▶ **Brief**
Of the lines below, copy those that hold the word "place".

▶ **Data to use**

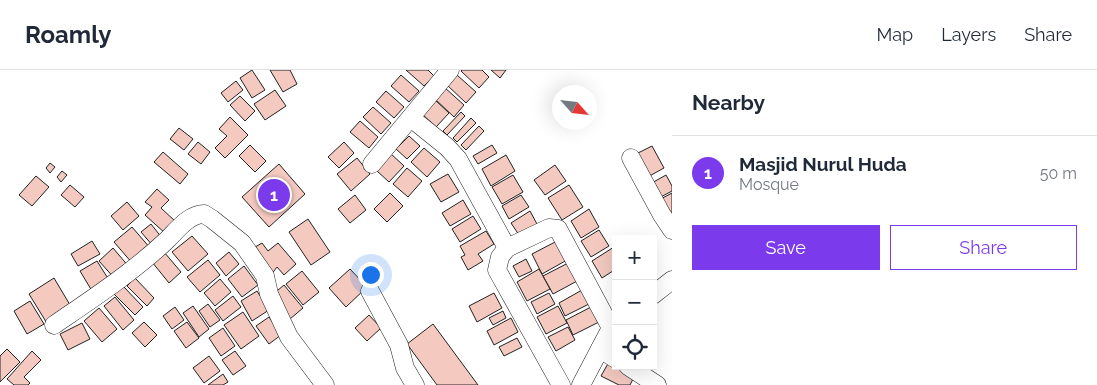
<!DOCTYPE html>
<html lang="en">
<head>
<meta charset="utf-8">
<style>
  body { margin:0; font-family:Raleway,sans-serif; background:#f2f2f3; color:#1f2937 }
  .controls { position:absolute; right:15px; bottom:15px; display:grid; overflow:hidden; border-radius:0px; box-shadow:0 5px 20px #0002 }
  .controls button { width:45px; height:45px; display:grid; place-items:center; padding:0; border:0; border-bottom:1px solid #e0e1e3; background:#fff; color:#1f2937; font:25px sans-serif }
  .compass { position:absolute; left:552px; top:15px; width:45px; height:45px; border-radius:50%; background:#fff; box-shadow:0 5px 20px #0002; rotate:117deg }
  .you { position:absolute; left:370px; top:204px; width:18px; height:18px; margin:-12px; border:4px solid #fff; border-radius:50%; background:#1a73e8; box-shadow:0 0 0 8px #1a73e833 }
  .badge { display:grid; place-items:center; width:32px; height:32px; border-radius:50%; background:#7c3aed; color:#fff; font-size:16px; font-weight:700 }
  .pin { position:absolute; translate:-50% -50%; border:2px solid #fff; box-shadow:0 1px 5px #0006 }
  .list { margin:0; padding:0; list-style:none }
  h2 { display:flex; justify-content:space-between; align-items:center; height:65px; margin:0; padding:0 20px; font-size:21px }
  h2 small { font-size:16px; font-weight:400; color:#747a83 }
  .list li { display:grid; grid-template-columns:32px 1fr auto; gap:15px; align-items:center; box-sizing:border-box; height:75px; padding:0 20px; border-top:1px solid #e0e1e3 }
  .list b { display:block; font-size:19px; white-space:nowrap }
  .list p { margin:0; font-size:16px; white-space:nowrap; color:#747a83 }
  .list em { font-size:16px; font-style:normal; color:#747a83 }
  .actions { display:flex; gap:10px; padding:15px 20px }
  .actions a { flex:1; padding:11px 0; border:1px solid #7c3aed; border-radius:0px; text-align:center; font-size:18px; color:#7c3aed }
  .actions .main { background:#7c3aed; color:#fff }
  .icon { flex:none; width:28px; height:28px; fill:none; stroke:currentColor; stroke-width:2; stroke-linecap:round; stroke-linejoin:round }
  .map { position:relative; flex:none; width:672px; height:315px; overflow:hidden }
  header { display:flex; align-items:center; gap:30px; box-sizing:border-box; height:70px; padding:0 25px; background:#fff; border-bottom:1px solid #e0e1e3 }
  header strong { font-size:24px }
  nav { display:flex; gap:28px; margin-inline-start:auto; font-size:18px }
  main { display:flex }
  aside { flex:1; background:#fff }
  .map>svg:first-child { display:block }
</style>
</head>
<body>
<header>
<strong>Roamly</strong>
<nav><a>Map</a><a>Layers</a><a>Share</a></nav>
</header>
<main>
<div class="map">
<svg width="672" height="315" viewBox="0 0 672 315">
  <rect width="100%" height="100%" fill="#fff"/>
  <g fill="#f3c9c0" stroke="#222">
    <polygon points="252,0 265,20 252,28 240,8"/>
    <polygon points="270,0 290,0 297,14 283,22"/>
    <polygon points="406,0 428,0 434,6 424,16"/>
    <polygon points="462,0 482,0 489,7 479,18 461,1"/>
    <polygon points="491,0 506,0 500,8"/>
    <polygon points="401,5 419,21 409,32 391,16"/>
    <polygon points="457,5 476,22 466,33 447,15"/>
    <polygon points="236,11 243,20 228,32 221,23"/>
    <polygon points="444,17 464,35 454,47 434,28"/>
    <polygon points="275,20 286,36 265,50 254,34"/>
    <polygon points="386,21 404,37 394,48 376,32"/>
    <polygon points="240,26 255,41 245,51 230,35"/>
    <polygon points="434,29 449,43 436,57 421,43"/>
    <polygon points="373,37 391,53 381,64 363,47"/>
    <polygon points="461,42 465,46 447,65 443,61"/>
    <polygon points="230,47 248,65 225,88 215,78 227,66 219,59"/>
    <polygon points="471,48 476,53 457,72 453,68"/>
    <polygon points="360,51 378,67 369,78 350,62"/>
    <polygon points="479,56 484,61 466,80 461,75"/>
    <polygon points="179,58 193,69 184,80 170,69"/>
    <polygon points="409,66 420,76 407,89 396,79"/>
    <polygon points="198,72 210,82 201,94 188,84"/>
    <polygon points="344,72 354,83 339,98 328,87"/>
    <polygon points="250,75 266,91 255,102 239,86"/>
    <polygon points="492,75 497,83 478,94 473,86"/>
    <polygon points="652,76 664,98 644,109 632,86"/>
    <polygon points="424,78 440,92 427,107 411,92"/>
    <polygon points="163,82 188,104 180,114 154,92"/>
    <polygon points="390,83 404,96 389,112 376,100"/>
    <polygon points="506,85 515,101 491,116 482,99"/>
    <polygon points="357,88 370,104 351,121 337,104"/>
    <polygon points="50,93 55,97 50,103 46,98"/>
    <polygon points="279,94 305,124 269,157 242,127"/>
    <polygon points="555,95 566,111 545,125 534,110"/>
    <polygon points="407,98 422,111 408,127 393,114"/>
    <polygon points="62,101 67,105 61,112 57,107"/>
    <polygon points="448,104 459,122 441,132 430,114"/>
    <polygon points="513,105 523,122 502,134 492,117"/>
    <polygon points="666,105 672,116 672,121 657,129 650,114"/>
    <polygon points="36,106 49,117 32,136 19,125"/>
    <polygon points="70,115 84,127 75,137 61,125"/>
    <polygon points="569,115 583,137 562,150 548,128"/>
    <polygon points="157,119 169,130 161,138 176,152 166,164 145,145 152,137 145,132"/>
    <polygon points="390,123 403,136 387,152 374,139"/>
    <polygon points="672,123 672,149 657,131"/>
    <polygon points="355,125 366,140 350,153 338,139"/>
    <polygon points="521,125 529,137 509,149 502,136"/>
    <polygon points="463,130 471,144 450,156 442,143"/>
    <polygon points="127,132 139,146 123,160 111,146"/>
    <polygon points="589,139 599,157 581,168 571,151"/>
    <polygon points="530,141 537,154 519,165 511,153"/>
    <polygon points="473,146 481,159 460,172 452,159"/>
    <polygon points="308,149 330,182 311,195 289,162"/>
    <polygon points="151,154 162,168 153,176 141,162"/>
    <polygon points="132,157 151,179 133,194 114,172"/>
    <polygon points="599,160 609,176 591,187 581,171"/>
    <polygon points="486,161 494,174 478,184 483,191 468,200 461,187 465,185 460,176"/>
    <polygon points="192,166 208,184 188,201 172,182"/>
    <polygon points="92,171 100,184 78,196 71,184"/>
    <polygon points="557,171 567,190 542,204 532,184"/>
    <polygon points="262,173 268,181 278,173 296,194 284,205 277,197 271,205 250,180"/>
    <polygon points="614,177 616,180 616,199 602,208 592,191"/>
    <polygon points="113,178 130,198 116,210 99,191"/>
    <polygon points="164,182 181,202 169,213 152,192"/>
    <polygon points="229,182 239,194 226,206 216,193"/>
    <polygon points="526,189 532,201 519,207 513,196"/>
    <polygon points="208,190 220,205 200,222 187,207"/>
    <polygon points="97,191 109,210 92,221 80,201"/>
    <polygon points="570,192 579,210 553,224 543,206"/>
    <polygon points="244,196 258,215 242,227 228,209"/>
    <polygon points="350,199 367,217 346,237 329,218"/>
    <polygon points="539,199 550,219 527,231 517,212"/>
    <polygon points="302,201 319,222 303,235 286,214"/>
    <polygon points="54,208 73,240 48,255 29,224"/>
    <polygon points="135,208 154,228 147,236 127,216"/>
    <polygon points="220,209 231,222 215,236 204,223"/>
    <polygon points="284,215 303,238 290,249 271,226"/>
    <polygon points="123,216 143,237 135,245 114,224"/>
    <polygon points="582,220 589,234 565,246 559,233"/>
    <polygon points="257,221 269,240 252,251 241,231"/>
    <polygon points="494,223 502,238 477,252 469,236"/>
    <polygon points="549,223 555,234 537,244 531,232"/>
    <polygon points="233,226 241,237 223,251 215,240"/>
    <polygon points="115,227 134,250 123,260 104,236"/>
    <polygon points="30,231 44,254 27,264 14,241"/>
    <polygon points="208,234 220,250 210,257 199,241"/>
    <polygon points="193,236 209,259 199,267 183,243"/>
    <polygon points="558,236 567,253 546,264 537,247"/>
    <polygon points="175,237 184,250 172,259 163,246"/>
    <polygon points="591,237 599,252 573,265 566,250"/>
    <polygon points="99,238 117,259 102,272 84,251"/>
    <polygon points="503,241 506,248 493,255 489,248"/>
    <polygon points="243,242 259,266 241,279 224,255"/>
    <polygon points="369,245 381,258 367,271 355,258"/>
    <polygon points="269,247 281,265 269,274 256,256"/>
    <polygon points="511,248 518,262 494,275 487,261"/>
    <polygon points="144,252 157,265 145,277 132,263"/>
    <polygon points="187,252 199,268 186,278 174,261"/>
    <polygon points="82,253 90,269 68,280 60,264"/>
    <polygon points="433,254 478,315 437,315 407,274"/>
    <polygon points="568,257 575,270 556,281 548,267"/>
    <polygon points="223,258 235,276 221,286 209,268"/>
    <polygon points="517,268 522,277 504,286 499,277"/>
    <polygon points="7,279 20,292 0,312 0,286"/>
    <polygon points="32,281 41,290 24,307 30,313 28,315 14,315 7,309"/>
    <polygon points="235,281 246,296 233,305 222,290"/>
    <polygon points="209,286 220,301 204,313 193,298"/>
    <polygon points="610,290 636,303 630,315 619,315 601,306"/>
    <polygon points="223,304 228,312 223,315 208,315"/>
  </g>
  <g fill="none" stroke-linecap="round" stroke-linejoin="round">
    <g stroke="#222" stroke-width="19">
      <g id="minor">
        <polyline points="411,48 447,77 458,89 507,178"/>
        <polyline points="631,88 662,145 672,160"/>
        <polyline points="372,94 450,0"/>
        <polyline points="370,221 399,275 405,298 415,315"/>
        <polyline points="653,225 672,210"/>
        <path d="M54 255C92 229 133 202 167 170 177 160 189 144 204 144L212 149 242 173 265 206 269 224 289 267 325 315"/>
        <polyline points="600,279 616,289"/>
        <polyline points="628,296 657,315"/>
        <polyline points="561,315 497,200 500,187 507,178 549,158 558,159 611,258"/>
        <polyline points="581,315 611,258 616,255"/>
      </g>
    </g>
    <use href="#minor" stroke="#fff" stroke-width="18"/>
  </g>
</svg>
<div class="controls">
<button>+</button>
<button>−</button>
<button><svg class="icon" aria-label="locate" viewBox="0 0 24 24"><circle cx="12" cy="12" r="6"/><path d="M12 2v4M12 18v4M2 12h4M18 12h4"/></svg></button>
</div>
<svg class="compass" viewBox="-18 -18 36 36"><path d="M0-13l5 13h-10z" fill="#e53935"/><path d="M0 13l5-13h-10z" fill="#747a83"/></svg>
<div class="you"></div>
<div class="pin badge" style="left:274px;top:125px">1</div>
</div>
<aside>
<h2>Nearby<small></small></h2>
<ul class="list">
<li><span class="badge">1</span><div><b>Masjid Nurul Huda</b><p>Mosque</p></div><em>50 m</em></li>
</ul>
<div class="actions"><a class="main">Save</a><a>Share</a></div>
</aside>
</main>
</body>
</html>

▶ **Answer to the problem**
  .controls button { width:45px; height:45px; display:grid; place-items:center; padding:0; border:0; border-bottom:1px solid #e0e1e3; background:#fff; color:#1f2937; font:25px sans-serif }
  .badge { display:grid; place-items:center; width:32px; height:32px; border-radius:50%; background:#7c3aed; color:#fff; font-size:16px; font-weight:700 }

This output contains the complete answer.